To our knowledge this is the first qualitative study that examined systematically in patients with early and established RA their expectations, impact on quality of life, concerns about side effects and the management of the treatment when taking combined medication with DMARDs or DMARDs and biologics. There was no notable difference by gender, ethnicity, age and disability in patients’ accounts.
Decisions by medical staff to prescribe combined therapy, according to the patients’ understanding, were ‘the disease was not well controlled’ and ‘monotherapy was not effective enough’ were patients’ views and show the diversity of expressions used. Although the notions are related they may not mirror the medical categories used, e.g. no response, incomplete response or response to treatment.
Within our analytical framework three key messages emerged that appear relevant for clinical practice. Firstly, patients’ expectations about the combined treatment focused mainly on their physical symptoms and concerns about the side effects. Secondly, patients reported that the efficacy of the treatment and its subsequent benefit on their quality of life was mixed. A subgroup of patients on DMARD and biologic seemed to be particularly satisfied with the treatment offered and their quality of life. Finally most patients were able to manage their combined treatment at home, for some with additional electronic or memory aids in close ongoing dialogue and support from the clinic staff. This was also highlighted in the literature .
During the interviews many patients alluded to the diverse impact that RA has on their lives with its fluctuating nature. However, we decided to exclude these accounts from this paper, as published elsewhere [28, 29] and to report the key messages that emerged from the interviews.
The introduction of DMARDs when used in combination are prescribed in varying speed during consultations, depending on patients’ medical and emotional circumstances, with the need to continually modify DMARD treatment. These may result in a range of disease activity scores and influence patients’ perceptions. Moreover, intermittent gluco-corticoide treatment is often used as part of intensive combination treatment that may influence patients’ views.
One published qualitative interview study focusing on patients’ perception following commencement of anti-TNF therapy  reached similar findings, e.g. how physical functions may improve and high expectations of some patients were not always met. Given the long-term disabling effect of RA, the guidelines of National Institute for Health and Clinical Excellence (NICE)  recommended the benefits of particular combined DMARDs in early and established RA. In addition “treat to target” is now commonly recommended and its use is supported by a number of studies .

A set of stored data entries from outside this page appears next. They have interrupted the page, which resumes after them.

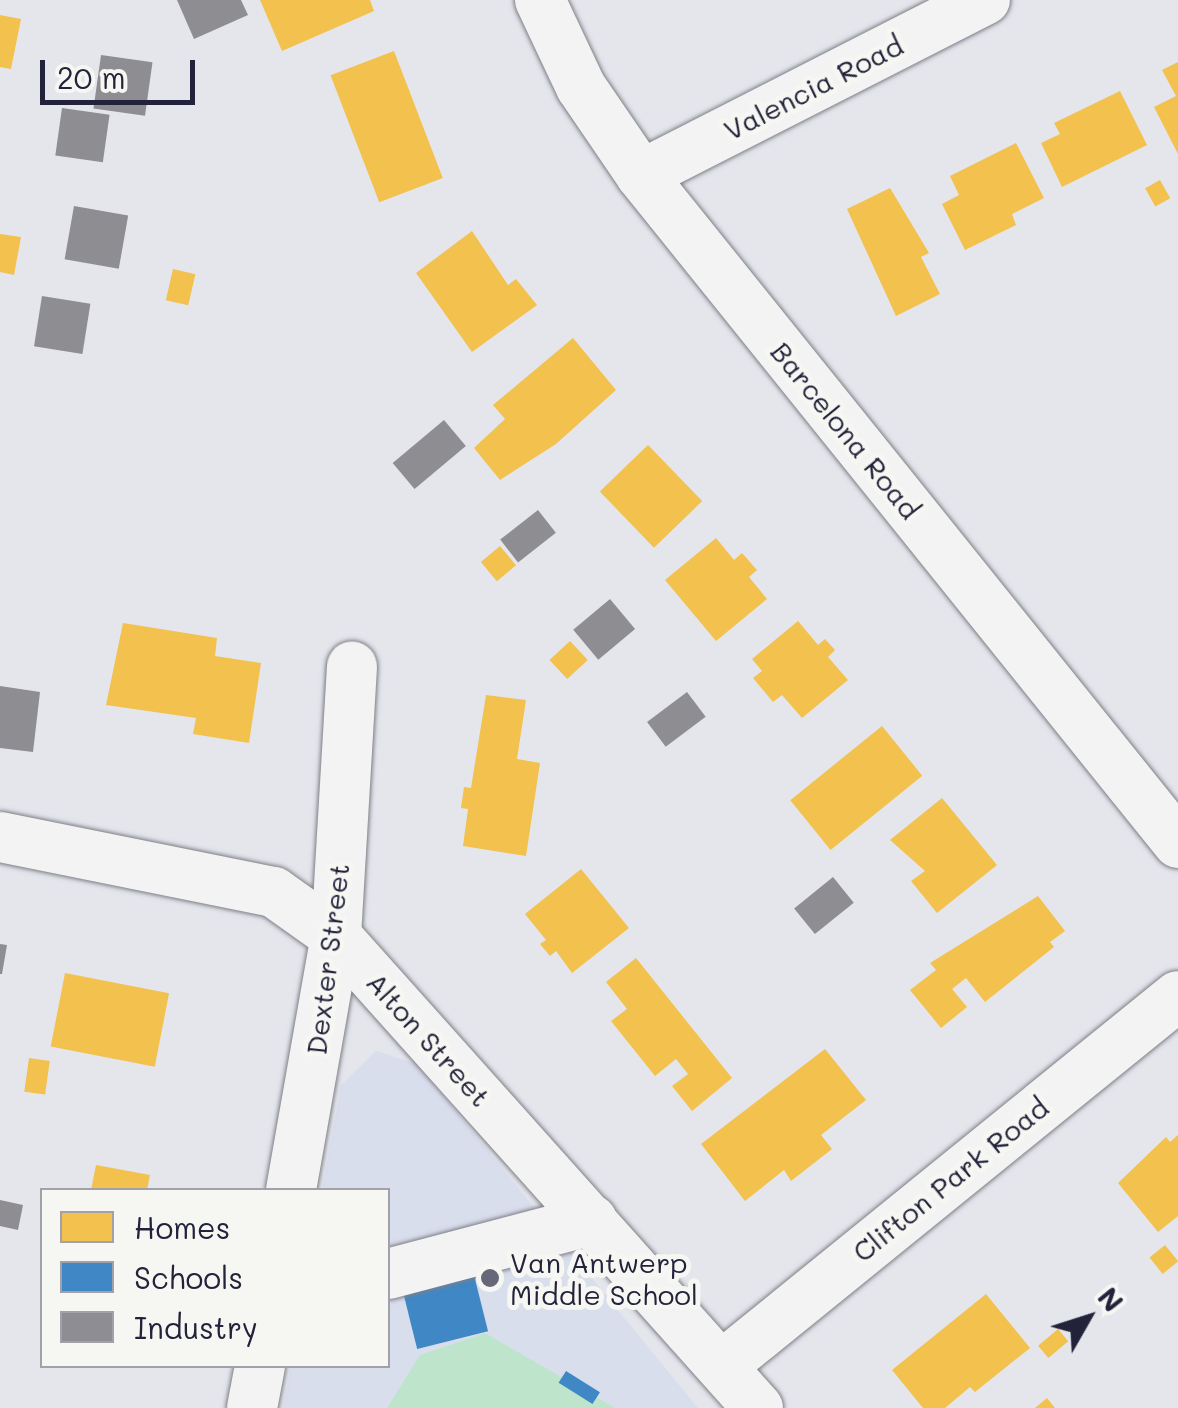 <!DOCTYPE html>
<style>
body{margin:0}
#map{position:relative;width:1178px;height:1408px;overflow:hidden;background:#e4e6ec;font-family:Mali,sans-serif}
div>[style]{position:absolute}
.built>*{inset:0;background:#d9deed}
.green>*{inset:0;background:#bee5cc}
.homes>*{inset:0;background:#f2c14e;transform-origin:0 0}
.schools>*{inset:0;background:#3f88c5;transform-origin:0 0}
.industry>*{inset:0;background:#8d8d92;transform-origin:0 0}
.roads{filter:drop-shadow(0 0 2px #7e7f86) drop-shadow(0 0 2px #7e7f86)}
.minor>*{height:50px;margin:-25px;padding:0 25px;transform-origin:25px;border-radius:25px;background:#f2f3f2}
.dots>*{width:28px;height:28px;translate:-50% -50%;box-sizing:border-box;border:5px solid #f6f6f2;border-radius:50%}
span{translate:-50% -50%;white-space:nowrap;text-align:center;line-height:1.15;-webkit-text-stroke:10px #f6f6f2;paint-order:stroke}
.street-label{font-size:28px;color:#22223b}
.poi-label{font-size:28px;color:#22223b}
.left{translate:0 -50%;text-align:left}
.legend{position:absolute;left:40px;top:1188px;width:350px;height:180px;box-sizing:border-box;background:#f6f6f2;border:2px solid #a1a1a9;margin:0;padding:12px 18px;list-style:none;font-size:30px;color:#22223b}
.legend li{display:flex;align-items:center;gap:20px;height:50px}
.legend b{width:50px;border:2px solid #a1a1a9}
.north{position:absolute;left:1038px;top:1268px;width:100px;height:100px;-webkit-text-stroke:8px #f6f6f2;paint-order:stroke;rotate:51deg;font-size:28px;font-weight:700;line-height:40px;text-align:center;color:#22223b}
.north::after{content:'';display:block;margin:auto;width:35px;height:45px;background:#22223b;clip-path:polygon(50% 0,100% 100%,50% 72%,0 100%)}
.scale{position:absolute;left:40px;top:60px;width:155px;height:45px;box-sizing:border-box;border:5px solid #22223b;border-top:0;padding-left:12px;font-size:30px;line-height:35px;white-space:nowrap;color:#22223b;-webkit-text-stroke:8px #f6f6f2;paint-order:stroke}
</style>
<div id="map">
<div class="built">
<i style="clip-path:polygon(376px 1051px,417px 1064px,698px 1408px,283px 1408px,291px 1366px,388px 1366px,388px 1190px,322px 1190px,341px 1085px)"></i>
</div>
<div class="green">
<i style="clip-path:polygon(485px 1333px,615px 1408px,387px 1408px,420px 1355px)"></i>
</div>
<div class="homes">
<i style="clip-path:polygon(260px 0,370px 0,374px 11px,282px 51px)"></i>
<i style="clip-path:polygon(0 15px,21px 19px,11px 69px,0 67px)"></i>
<i style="left:394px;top:51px;width:136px;height:68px;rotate:69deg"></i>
<i style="clip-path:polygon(1178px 62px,1178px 154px,1154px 107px,1176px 96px,1162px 70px)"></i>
<i style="clip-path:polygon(1120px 91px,1147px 145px,1062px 187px,1041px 143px,1060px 134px,1054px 123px)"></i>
<i style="clip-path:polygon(1016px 143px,1044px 198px,1012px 214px,1016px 225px,965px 250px,942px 204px,959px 195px,950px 176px)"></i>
<i style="left:1160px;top:180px;width:21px;height:17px;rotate:61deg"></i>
<i style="clip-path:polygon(890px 188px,929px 253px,921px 257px,940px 294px,896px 316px,847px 209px)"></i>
<i style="clip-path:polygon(472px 231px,508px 285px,516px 279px,537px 305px,472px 352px,416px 273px)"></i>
<i style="clip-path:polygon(0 234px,21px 237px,14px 275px,0 272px)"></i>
<i style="left:173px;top:269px;width:23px;height:32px;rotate:13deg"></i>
<i style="clip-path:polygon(573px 338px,616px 390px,556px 444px,500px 480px,474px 448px,505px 419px,493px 405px)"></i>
<i style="left:648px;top:445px;width:78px;height:67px;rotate:46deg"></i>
<i style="clip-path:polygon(716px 538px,734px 560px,742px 553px,757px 570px,749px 577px,767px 599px,716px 641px,665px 580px)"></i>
<i style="left:500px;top:546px;width:25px;height:25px;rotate:50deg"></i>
<i style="clip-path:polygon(798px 621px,818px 645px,825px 639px,835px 650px,828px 657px,848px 680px,802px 718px,782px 695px,773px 702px,753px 678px,762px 671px,752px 659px)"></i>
<i style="clip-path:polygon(123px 623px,217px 638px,215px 656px,261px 663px,249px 743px,193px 734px,196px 718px,106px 705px)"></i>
<i style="left:570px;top:641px;width:26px;height:28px;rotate:47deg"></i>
<i style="clip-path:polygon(486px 695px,526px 700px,517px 759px,540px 763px,526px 856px,463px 846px,468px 809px,461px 808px,464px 787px,471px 788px)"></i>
<i style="left:882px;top:726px;width:64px;height:118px;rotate:51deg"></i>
<i style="clip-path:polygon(942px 798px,997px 865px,937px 913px,911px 881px,925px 871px,890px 840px)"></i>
<i style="clip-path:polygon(581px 869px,629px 928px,572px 973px,556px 951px,550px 956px,540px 944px,546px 940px,525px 914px)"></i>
<i style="clip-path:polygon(1038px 896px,1065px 931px,1050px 942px,1054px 947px,985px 1002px,966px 978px,952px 989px,967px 1007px,941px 1028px,910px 990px,936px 970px,930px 963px)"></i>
<i style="clip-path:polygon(636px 958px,732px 1078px,692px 1111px,672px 1086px,688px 1074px,676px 1059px,655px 1076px,611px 1021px,627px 1009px,606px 982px)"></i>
<i style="left:65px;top:973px;width:106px;height:75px;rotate:11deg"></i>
<i style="clip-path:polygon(825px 1049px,866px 1100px,821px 1135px,832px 1149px,791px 1181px,784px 1170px,745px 1201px,701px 1144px)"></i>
<i style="left:29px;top:1058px;width:21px;height:34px;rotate:8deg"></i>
<i style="clip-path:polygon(1178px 1135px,1178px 1216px,1158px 1232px,1118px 1183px,1166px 1137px,1170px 1142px)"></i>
<i style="clip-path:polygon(96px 1165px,150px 1175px,147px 1190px,91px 1190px)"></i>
<i style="left:1165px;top:1245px;width:21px;height:20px;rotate:51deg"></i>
<i style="clip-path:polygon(986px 1294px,1030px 1348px,975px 1392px,970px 1387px,945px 1408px,923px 1408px,892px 1370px)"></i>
<i style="left:1058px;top:1329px;width:16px;height:26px;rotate:50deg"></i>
<i style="clip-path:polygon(1047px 1398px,1055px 1408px,1035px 1408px)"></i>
</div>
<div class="schools">
<i style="left:474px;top:1275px;width:58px;height:73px;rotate:76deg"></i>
<i style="left:566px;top:1371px;width:40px;height:14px;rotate:32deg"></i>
</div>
<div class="industry">
<i style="clip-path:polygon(177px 0,241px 0,248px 15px,194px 39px)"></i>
<i style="left:101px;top:55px;width:52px;height:54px;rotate:8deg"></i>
<i style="left:62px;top:108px;width:48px;height:48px;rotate:8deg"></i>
<i style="left:74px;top:206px;width:55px;height:54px;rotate:10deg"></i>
<i style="left:42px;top:296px;width:49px;height:51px;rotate:9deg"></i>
<i style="left:444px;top:420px;width:34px;height:67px;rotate:50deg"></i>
<i style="left:538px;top:510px;width:29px;height:48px;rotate:52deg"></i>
<i style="left:610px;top:599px;width:39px;height:48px;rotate:50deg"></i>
<i style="clip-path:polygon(0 686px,40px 692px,33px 752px,0 748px)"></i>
<i style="left:687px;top:692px;width:31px;height:50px;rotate:53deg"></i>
<i style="left:833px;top:877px;width:33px;height:50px;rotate:51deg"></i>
<i style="clip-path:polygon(0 944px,7px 945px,2px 974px,0 974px)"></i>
<i style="clip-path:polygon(0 1200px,23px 1205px,18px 1230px,0 1226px)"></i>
</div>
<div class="roads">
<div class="minor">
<i style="left:540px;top:0;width:96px;rotate:64.8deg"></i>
<i style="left:581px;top:87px;width:107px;rotate:55.7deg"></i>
<i style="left:641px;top:175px;width:857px;rotate:51.2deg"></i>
<i style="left:641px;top:175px;width:386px;rotate:-27deg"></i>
<i style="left:0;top:837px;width:279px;rotate:11.4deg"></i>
<i style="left:274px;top:892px;width:76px;rotate:35.4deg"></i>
<i style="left:336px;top:936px;width:633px;rotate:48.2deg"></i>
<i style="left:291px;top:1190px;width:258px;rotate:-80deg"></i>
<i style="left:336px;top:936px;width:270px;rotate:-86.6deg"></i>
<i style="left:388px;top:1274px;width:211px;rotate:-14.8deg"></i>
<i style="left:724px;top:1364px;width:584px;rotate:-39.03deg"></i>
<i style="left:252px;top:1408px;width:43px;rotate:-79.2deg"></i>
</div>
</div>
<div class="dots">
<i style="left:490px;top:1278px;background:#666779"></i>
</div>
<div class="street-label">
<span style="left:813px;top:87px;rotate:-27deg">Valencia Road</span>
<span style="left:846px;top:430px;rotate:51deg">Barcelona Road</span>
<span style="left:327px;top:959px;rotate:-83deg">Dexter Street</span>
<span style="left:429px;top:1039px;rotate:48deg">Alton Street</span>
<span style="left:950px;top:1179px;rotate:-39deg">Clifton Park Road</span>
</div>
<div class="poi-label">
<span class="left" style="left:510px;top:1278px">Van Antwerp<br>Middle School</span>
</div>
<ul class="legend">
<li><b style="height:28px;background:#f2c14e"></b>Homes</li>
<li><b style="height:28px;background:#3f88c5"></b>Schools</li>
<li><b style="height:28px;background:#8d8d92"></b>Industry</li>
</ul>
<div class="north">N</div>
<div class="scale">20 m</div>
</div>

Our findings resonate broadly with the collaborative management of chronic illness model  that consists of four elements, e.g. (i) collaborative definition of problems, (ii) goal setting and planning; (iii) training and support in self-management and (iv) active and sustained follow-up. Patients’ contribution to their self-care and its medical care are clearly complementary, rather than in competition. Both parties depend on each other for reaching the goal of controlling the disease activity, joint erosion and pain, including the management of their daily activities of living and medication, within the context of patients’ lives.
What von Korff’s elements’ of care framework offer is an improvement of long-term illness in a structured and explicit way. Within the context of our study findings, three of the four aspects of the model were adhered to by staff and patients, whereas overt goal setting and planning did not receive much attention. However it has become evident from von Korff’s publications in chronic disease management that an effective collaborative care approach strengthens and supports patients’ self-care in long-term disease such as Rheumatoid Arthritis, including their family members and carers.
Strengths and limitations of the study
The qualitative methodology adopted for the data gathering has been advantageous, as patients provided first hand and detailed views what matters most to them and what they have difficulties with in relation to their combination therapy.
One limitation was that the study cohort was recruited from one large inner city outpatient clinic; where patients attend from a wide geographical area and socio-demographically diverse background, due to its tertiary status. Moreover, the findings may not be fully generalisable without replication, but they are timely and extend further knowledge of how patients’ cope and manage with an ever changing treatment approach in rheumatology care.
Finally, for reasons of lack of resources for language interpretation, we included in the study patients who could be interviewed in English, even if there use of English was limited. We estimate that fewer than 5% of all patients attending this Rheumatology clinic cannot speak English sufficiently to communicate with staff, so that in our view this inclusion criterion did not lead to substantial selection bias in the study and did lead to a representative sample of all clinic patients.